**Exercise directions:** Your output should match the listing below word for word, without any images.

**Material provided:**

☆ ☆ ☆ ☆

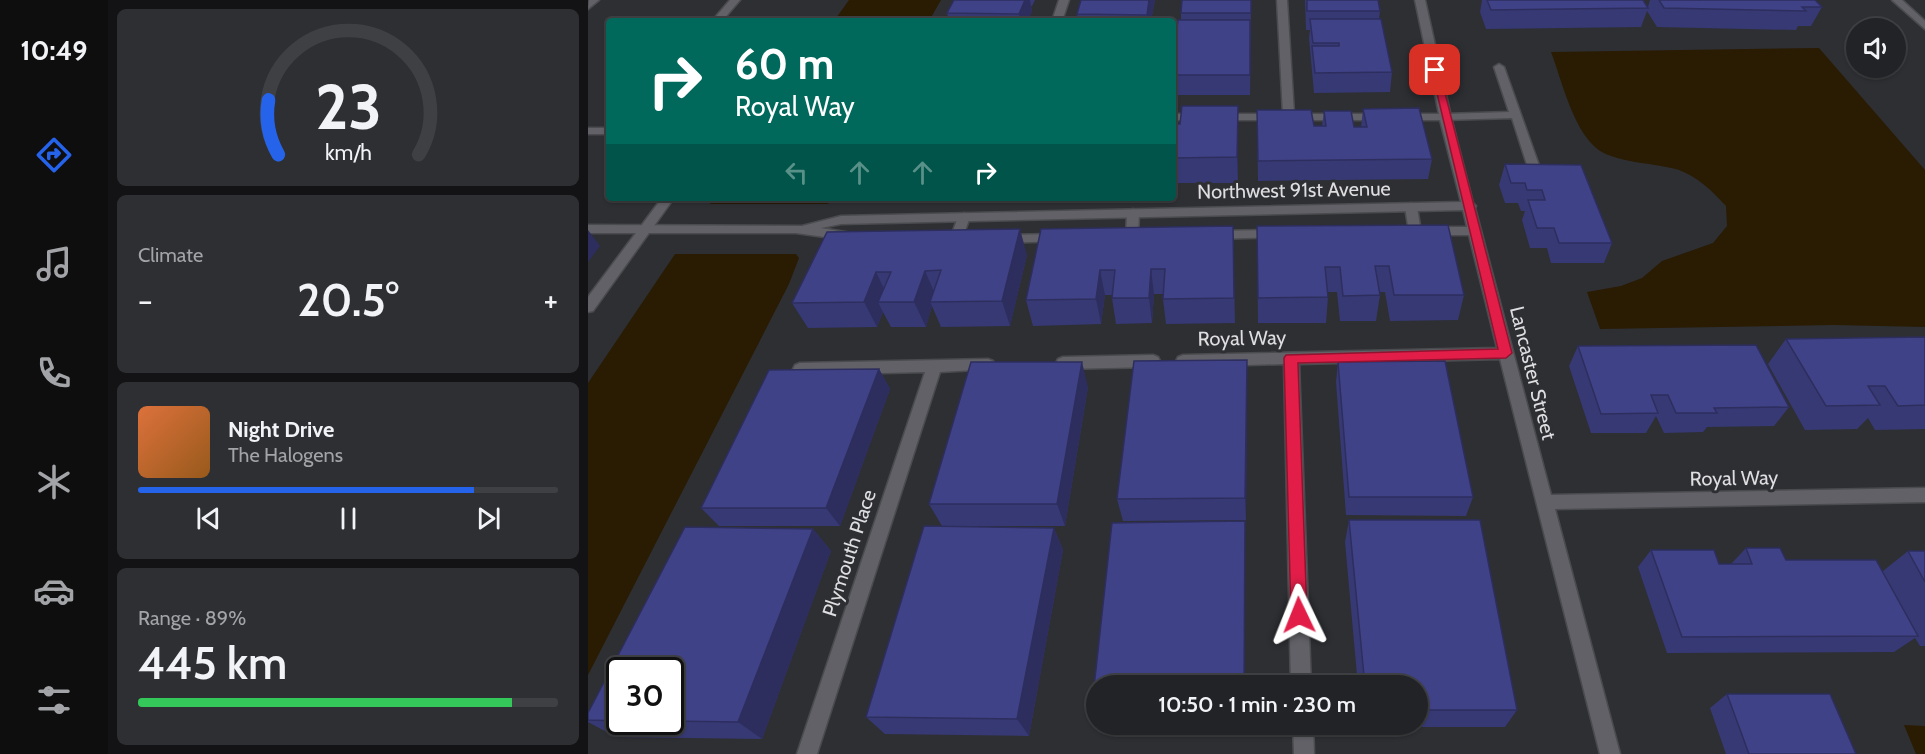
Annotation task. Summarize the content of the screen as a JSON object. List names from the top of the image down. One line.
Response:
{"streets":{"street":["Northwest 91st Avenue","Royal Way","Lancaster Street","Plymouth Place"]},"crossings":[["Northwest 91st Avenue","Lancaster Street"],["Royal Way","Lancaster Street"]],"page":{"tabs":"10:49","turn":["60 m","Royal Way"],"tile":["Climate",["Range · 89%","445 km"]],"heat":["−","20.5°","+"],"song":["Night Drive","The Halogens"],"limit":"30","trip":"10:50 · 1 min · 230 m","gauge":["23","km/h"]}}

☆ ☆ ☆ ☆

**Output for this task:**
Annotation task. Summarize the content of the screen as a JSON object. List names from the top of the image down. One line.
Response:
{"streets":{"street":["Northwest 91st Avenue","Royal Way","Lancaster Street","Plymouth Place"]},"crossings":[["Northwest 91st Avenue","Lancaster Street"],["Royal Way","Lancaster Street"]],"page":{"tabs":"10:49","turn":["60 m","Royal Way"],"tile":["Climate",["Range · 89%","445 km"]],"heat":["−","20.5°","+"],"song":["Night Drive","The Halogens"],"limit":"30","trip":"10:50 · 1 min · 230 m","gauge":["23","km/h"]}}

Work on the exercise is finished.